Masyarakat demikian hebatnya dengan menggaungkan suara mayoritas sebagai rujukan keterangan tertinggi yang mesti didengar dan ditaati. Persoalan benar atau tidak itu diurus nanti. Resiko menentang suara mayoritas adalah seperti yang dialami Hindun saat masa Pilkada DKI beberapa waktu silam.
Petugas KPPS mendatangi rumah Hindun untuk dimintai suaranya. Janda tua ringkih berusia 78 tahun itu menggunakan sisa tenaganya untuk mencoblos "asal-asalan", sekadar menggugurkan haknya. Beberapa orang menyaksikan secara jelas siapa yang dicoblos.
Karena yang tercoblos berbeda dengan pilihan kelompok mayoritas, ia pun menjadi bahan pergunjingan warga Karet Setiabudi Jakarta Selatan. Warga mencap dirinya sebagai pendukung penista agama.
Beberapa waktu kemudian ia wafat di tengah kisruh politik ibu kota. Jenazahnya tidak disolatkan di Mesjid, tetapi di rumah oleh keluarga dan empat orang tetangga. Begitu keterangan Neneng, putri bungsu Hindun, dilansir dari liputan6.com.
Tragis memang apa yang dialami oleh Hindun, tapi inilah kondisi yang diidap masyarakat. Perbedaan jalan antara mayoritas dan minoritas menimbulkan beragam konflik. Mayoritas dianggap sebagai kelompok yang memiliki sumber daya untuk melakukan kekeliruan tanpa merasa bersalah.
Lihat lagi, misalnya, warganet terhormat dengan jumlahnya sebanyak buih di lautan. Belakangan ini mereka dilabeli sebagai kelompok mayoritas yang segala ucapannya adalah sumber kebenaran yang mesti didengar dan ditaati.Â
Meskipun begitu, jumlah yang banyak, sebetulnya, bukan jaminan adikuasa. Mayoritas bukan dalih yang tepat untuk menyudutkan kelompok minoritas. Terlebih lagi bila pangkat "mayoritas" yang disandang itu membuatnya angkuh, lantas bertindak diskriminatif terhadap kelompok yang dianggap minoritas.

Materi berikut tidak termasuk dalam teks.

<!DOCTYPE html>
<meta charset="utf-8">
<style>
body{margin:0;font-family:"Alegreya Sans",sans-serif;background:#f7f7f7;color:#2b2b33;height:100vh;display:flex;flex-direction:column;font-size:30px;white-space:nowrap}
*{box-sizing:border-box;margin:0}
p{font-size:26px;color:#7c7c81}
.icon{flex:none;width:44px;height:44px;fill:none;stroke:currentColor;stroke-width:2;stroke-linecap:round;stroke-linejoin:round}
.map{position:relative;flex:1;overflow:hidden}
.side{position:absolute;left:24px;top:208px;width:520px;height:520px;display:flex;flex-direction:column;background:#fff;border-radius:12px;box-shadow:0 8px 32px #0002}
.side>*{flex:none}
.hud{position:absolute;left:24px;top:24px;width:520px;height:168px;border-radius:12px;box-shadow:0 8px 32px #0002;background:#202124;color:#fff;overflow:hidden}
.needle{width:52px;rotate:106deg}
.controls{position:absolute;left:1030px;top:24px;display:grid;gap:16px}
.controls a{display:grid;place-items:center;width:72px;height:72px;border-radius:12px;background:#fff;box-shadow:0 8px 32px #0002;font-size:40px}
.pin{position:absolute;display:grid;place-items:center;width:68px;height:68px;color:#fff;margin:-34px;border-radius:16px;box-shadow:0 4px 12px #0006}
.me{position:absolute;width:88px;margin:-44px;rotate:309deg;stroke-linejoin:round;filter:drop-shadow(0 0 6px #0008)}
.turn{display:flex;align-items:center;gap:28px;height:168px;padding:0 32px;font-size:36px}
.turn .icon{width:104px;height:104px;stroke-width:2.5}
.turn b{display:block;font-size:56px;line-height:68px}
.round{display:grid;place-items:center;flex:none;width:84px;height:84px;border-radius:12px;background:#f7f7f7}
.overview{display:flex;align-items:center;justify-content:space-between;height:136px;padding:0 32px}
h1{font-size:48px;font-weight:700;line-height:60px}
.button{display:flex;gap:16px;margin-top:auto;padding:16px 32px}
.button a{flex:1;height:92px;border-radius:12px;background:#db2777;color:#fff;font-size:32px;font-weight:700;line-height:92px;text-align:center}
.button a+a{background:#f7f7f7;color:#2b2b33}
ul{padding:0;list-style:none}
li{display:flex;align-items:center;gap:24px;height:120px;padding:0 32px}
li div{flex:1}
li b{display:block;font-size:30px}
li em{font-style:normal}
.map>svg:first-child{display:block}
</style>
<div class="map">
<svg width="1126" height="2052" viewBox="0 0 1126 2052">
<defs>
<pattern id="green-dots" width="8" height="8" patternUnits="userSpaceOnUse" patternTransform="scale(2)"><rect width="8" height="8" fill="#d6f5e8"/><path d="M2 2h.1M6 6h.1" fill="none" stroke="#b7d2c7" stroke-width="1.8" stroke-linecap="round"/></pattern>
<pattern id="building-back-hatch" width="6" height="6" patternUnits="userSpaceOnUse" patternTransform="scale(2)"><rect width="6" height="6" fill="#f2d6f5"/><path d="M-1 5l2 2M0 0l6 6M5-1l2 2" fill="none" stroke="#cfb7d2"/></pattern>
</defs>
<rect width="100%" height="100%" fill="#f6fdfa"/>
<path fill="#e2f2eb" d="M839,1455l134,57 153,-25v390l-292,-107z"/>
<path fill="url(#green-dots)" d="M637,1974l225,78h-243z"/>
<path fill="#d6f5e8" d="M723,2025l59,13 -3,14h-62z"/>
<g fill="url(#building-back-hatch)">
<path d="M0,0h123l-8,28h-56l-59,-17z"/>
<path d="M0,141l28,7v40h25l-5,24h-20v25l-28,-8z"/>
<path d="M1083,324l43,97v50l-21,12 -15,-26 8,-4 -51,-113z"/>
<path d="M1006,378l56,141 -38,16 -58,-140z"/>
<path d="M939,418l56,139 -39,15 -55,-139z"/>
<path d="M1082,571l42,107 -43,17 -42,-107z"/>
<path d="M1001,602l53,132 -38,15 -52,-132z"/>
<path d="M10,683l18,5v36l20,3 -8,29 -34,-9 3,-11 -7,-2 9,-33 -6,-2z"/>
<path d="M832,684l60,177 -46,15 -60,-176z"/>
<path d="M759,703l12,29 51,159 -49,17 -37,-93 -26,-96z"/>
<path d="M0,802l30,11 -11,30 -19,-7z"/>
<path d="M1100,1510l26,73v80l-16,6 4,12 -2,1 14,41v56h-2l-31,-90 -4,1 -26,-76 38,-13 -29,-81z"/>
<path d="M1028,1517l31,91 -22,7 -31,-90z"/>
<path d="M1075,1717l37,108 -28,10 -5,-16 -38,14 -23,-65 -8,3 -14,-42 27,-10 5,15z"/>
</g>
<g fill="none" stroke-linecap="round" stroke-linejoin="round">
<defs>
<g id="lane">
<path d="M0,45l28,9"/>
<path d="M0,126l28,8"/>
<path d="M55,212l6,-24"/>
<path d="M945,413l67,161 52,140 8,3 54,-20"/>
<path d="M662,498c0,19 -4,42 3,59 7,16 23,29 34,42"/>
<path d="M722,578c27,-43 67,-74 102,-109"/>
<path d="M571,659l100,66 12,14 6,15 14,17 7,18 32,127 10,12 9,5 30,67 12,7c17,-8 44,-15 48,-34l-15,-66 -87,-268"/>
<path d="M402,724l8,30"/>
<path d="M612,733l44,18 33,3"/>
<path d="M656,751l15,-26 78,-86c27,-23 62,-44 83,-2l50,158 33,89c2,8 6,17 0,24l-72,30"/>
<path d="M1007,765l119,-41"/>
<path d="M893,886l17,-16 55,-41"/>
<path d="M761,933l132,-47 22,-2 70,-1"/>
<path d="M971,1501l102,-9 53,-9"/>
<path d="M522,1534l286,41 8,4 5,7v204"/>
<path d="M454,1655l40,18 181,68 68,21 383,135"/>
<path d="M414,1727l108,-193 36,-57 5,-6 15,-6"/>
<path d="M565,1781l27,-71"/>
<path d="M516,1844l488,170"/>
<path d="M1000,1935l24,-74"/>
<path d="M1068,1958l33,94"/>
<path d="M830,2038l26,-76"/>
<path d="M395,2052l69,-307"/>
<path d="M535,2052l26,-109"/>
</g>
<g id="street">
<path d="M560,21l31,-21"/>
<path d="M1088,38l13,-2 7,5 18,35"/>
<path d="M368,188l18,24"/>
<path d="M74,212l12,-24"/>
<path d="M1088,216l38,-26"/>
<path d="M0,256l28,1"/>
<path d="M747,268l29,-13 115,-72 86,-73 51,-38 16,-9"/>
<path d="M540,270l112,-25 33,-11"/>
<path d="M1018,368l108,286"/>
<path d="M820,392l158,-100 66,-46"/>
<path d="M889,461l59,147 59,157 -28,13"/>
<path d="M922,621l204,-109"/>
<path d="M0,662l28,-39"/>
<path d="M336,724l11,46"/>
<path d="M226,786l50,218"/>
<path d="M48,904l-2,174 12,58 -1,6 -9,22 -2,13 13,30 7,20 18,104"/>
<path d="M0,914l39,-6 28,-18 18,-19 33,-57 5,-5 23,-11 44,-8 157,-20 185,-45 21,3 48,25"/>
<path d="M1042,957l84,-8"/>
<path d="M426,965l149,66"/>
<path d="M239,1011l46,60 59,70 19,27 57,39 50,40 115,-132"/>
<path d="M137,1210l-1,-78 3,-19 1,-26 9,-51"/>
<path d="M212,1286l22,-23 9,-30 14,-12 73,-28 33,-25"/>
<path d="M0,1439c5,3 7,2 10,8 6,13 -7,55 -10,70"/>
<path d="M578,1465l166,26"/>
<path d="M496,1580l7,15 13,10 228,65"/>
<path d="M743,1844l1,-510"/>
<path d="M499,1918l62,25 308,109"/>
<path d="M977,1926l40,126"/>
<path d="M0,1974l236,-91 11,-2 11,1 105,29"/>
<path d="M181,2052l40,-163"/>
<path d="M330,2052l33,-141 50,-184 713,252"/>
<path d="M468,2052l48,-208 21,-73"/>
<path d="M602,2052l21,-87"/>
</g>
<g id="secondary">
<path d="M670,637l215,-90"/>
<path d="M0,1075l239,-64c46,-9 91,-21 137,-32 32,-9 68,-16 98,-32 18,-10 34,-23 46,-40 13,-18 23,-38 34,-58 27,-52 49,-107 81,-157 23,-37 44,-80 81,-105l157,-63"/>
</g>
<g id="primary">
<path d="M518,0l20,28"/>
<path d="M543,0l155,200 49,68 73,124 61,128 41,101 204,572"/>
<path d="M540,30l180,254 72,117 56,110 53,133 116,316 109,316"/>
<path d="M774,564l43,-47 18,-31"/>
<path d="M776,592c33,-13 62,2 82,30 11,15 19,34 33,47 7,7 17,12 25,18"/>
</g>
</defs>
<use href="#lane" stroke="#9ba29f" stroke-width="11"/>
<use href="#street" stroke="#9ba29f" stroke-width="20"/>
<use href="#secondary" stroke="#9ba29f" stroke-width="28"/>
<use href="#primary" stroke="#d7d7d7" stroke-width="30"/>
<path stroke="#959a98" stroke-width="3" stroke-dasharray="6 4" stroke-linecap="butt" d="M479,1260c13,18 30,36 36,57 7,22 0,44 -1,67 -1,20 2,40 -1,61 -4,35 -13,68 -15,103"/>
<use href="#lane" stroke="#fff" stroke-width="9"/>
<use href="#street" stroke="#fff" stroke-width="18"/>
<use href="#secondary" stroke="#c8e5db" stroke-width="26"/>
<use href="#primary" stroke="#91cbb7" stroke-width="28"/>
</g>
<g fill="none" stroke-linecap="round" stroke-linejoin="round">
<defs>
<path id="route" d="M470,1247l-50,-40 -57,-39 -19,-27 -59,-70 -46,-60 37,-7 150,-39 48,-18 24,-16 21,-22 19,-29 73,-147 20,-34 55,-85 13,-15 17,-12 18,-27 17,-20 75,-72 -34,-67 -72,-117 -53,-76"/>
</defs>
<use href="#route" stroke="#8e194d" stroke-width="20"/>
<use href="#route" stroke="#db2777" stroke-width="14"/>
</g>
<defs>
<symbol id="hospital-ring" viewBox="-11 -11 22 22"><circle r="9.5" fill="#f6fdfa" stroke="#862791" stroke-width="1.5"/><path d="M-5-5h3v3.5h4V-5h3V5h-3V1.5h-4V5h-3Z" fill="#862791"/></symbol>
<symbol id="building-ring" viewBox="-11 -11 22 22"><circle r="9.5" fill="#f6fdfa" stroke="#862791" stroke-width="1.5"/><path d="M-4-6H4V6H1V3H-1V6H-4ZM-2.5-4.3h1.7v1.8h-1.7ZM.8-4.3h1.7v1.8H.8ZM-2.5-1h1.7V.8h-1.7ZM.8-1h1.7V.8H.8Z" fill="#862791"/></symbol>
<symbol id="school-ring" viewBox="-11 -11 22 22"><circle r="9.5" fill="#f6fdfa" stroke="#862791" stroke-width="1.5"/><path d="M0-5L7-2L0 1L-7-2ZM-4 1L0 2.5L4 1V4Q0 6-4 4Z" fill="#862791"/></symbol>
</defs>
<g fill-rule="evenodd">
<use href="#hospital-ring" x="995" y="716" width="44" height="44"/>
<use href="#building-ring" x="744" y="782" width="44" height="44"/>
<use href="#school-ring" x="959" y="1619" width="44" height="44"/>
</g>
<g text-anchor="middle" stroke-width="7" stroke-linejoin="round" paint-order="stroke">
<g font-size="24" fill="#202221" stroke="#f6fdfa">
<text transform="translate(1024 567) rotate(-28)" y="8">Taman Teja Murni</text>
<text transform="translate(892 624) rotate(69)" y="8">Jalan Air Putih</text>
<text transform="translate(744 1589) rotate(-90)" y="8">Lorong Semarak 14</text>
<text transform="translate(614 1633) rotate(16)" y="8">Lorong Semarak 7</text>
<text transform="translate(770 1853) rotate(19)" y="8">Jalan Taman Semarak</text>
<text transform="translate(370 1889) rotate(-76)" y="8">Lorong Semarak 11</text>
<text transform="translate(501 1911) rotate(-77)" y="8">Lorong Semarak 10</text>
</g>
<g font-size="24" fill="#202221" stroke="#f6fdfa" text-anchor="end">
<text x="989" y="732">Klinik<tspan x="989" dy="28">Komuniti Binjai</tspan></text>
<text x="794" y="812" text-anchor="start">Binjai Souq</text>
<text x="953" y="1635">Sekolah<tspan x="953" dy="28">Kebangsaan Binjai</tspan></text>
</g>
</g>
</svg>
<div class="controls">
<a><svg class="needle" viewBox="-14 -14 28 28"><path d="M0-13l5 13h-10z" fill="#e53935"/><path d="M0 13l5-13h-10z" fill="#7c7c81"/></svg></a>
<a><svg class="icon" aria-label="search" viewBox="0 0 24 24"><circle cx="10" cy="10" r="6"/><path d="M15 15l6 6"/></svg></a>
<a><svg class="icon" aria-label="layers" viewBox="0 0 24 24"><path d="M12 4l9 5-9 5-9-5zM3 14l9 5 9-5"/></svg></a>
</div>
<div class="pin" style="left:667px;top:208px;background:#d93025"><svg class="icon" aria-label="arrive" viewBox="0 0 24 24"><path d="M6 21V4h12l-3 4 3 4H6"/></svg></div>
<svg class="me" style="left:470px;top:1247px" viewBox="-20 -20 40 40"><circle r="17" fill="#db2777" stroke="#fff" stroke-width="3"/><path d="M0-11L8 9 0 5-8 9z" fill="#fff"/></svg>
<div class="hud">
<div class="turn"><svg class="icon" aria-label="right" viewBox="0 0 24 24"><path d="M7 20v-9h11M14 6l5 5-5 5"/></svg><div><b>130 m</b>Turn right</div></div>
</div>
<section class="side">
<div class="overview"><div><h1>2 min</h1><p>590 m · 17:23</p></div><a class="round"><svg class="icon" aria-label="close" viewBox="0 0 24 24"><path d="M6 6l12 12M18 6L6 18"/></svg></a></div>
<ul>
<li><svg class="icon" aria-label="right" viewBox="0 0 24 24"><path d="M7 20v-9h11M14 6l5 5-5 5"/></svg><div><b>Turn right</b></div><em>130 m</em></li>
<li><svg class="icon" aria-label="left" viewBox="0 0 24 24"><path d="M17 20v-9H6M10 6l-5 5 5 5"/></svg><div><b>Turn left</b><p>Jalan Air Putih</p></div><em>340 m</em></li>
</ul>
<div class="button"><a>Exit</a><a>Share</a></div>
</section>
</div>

Kelompok minoritas juga tampaknya makin cerdik. Ia dengan sengaja menggunakan label "minoritas" untuk membuat dirinya seolah lemah agar peroleh simpatik. Kelompok ini paham betul dengan definisi kelompok "minoritas" yang diungkapkan oleh sosiolog Louis Wirth yaitu sebagai orang yang dipilih untuk diperlakukan tidak setara dan yang menganggap diri mereka sebagai objek diskriminasi.
Indikator minoritas tidak selalu dari segi jumlah. Misalnya yang terjadi di India dan Afrika Selatan sebelum keduanya meraih kemerdekaan.
"Sejumlah kecil penguasa kolonial melakukan diskriminasi terhadap puluhan juta orang India. Demikian pula di kala Afrika Selatan yang mempraktekkan apartheid, orang berkulit putih yang berjumlah lebih sedikit melakukan diskriminasi terhadap sejumlah besar orang kulit hitam" tulis James M. Heslin dalam Essential of Sociologi.
Apa yang terjadi di Indonesia pada masa silam tidak jauh berbeda. Diskriminasi gandrung dilakukan oleh penjajah. Rakyat hanya dianggap sebagai tikar yang dapat diinjak seenaknya sebagai pengalas dan batu pijakan meraih kesuksesan. Jangankan menempuh pendidikan di sekolah yang mereka dirikan, berinteraksi pun mereka enggan. Rakyat ketika itu diberlakukan semena-mena. Tetapi, apakah waktu itu jumlah rakyat nusantara sedikit?